Walter Huston credited as playing...
Sam Dodsworth
- [last lines]
- Fran Dodsworth: Are you going back to that washed-out expatriate in Naples?
- Sam Dodsworth: Yes, and when I marry her, I'm going back to doing things.
- Fran Dodsworth: Do you think you'll ever get me out of your blood?
- Sam Dodsworth: Maybe not, but love has got to stop someplace short of suicide.
- [Dodsworth runs to the gangplank and jumps on just as it is lowered away from the ship. The boat whistle sounds]
- Steward: But the gentleman will miss the boat!
- Fran Dodsworth: [shouting above the boat whistle] HE'S GONE ASHORE! HE'S GONE ASHORE!
- Sam Dodsworth: I want to sit under a Linden tree with nothing more important to worry about but the temperature of the beer. If there is anything more important.
- Sam Dodsworth: I've never been across before. I got excited. I took one look at that light and all the things I've ever read about England came to light. The town behind it with those flat-faced brick houses and a cart crawling up a hill between high hedges and Jane Austen and Oliver Twist and Sherlock Holmes. England. Mother England. Home.
- Edith Cortright: I used to be a British subject by marriage. I don't know that one can be a British subject by divorce. I expect I'm just a woman who lives in Italy.
- Sam Dodsworth: Oh, do people live in Italy?
- Edith Cortright: There are countless Italians.
- Sam Dodsworth: Oh, no, no, I mean, people like you.
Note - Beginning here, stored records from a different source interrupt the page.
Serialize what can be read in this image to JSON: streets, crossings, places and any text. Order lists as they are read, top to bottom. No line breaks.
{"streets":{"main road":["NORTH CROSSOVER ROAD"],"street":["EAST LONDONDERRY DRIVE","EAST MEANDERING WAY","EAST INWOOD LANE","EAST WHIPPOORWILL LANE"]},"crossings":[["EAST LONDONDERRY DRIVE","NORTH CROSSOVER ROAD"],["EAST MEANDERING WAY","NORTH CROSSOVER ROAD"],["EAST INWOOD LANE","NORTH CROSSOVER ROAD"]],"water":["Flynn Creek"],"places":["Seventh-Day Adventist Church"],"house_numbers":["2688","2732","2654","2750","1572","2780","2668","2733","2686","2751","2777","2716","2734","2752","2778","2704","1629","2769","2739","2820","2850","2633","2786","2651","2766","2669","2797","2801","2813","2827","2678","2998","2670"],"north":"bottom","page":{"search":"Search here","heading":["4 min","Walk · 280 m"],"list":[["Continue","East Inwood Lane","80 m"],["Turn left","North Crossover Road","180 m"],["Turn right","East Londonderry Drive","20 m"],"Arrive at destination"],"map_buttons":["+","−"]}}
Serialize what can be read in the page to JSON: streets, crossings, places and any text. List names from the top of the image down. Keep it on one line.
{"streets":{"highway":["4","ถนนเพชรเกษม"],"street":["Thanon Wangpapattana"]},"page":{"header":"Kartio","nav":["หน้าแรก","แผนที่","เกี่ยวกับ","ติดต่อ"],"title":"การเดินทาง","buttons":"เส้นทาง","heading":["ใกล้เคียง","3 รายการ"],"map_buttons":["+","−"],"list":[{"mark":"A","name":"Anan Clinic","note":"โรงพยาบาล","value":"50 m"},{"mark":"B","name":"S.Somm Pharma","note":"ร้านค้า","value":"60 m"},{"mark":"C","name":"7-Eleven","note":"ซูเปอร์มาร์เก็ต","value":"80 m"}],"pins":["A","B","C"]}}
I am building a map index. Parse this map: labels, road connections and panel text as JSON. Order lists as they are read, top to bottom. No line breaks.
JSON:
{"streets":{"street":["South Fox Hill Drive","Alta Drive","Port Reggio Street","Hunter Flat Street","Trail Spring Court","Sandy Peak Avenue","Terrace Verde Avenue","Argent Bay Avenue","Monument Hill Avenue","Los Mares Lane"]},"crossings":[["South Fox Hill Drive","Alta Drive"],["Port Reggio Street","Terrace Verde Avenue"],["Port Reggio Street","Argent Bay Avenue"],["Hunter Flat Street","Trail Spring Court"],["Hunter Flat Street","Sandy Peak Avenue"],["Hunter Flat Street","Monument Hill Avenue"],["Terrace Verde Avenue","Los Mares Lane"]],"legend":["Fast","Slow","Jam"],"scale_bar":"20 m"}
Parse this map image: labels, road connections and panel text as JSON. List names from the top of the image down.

- Edith Cortright: I live in Italy by the thousands, Mr. Dodsworth.
- Sam Dodsworth: Why?
- Edith Cortright: It's cheap!
- Sam Dodsworth: You want to divorce me then?
- Fran Dodsworth: Why should I want to divorce you? You're my husband.
- Sam Dodsworth: You couldn't very well divorce me if I weren't.
- Sam Dodsworth: We'll have to learn to behave ourselves, when we'll be a couple of old grandparents in December.
- Edith Cortright: Break away from your hotel. Forget about Vienna. Move out here to me.
- Sam Dodsworth: Out to you?
- Edith Cortright: Yes. I can't make you as comfortable as your hotel does. When you want a bath, you'll have to choose between the tin tub and the Mediterranean. But, if you like swimming and fishing and a willing listener...
- Sam Dodsworth: That's very kind of you, Mrs. Cortright, and mighty friendly; but, I don't see how I could?
- Edith Cortright: Why not?
- Sam Dodsworth: What'd your neighbors think?
- Edith Cortright: Being Italians, they think a great deal.
- Sam Dodsworth: Exactly.
- Edith Cortright: Oh! But, that doesn't mean it would have to be so! Or, that I'd have it so even if you wanted it so.
- Fran Dodsworth: Oh, you're hopeless - you haven't the mistiest notion of civilization.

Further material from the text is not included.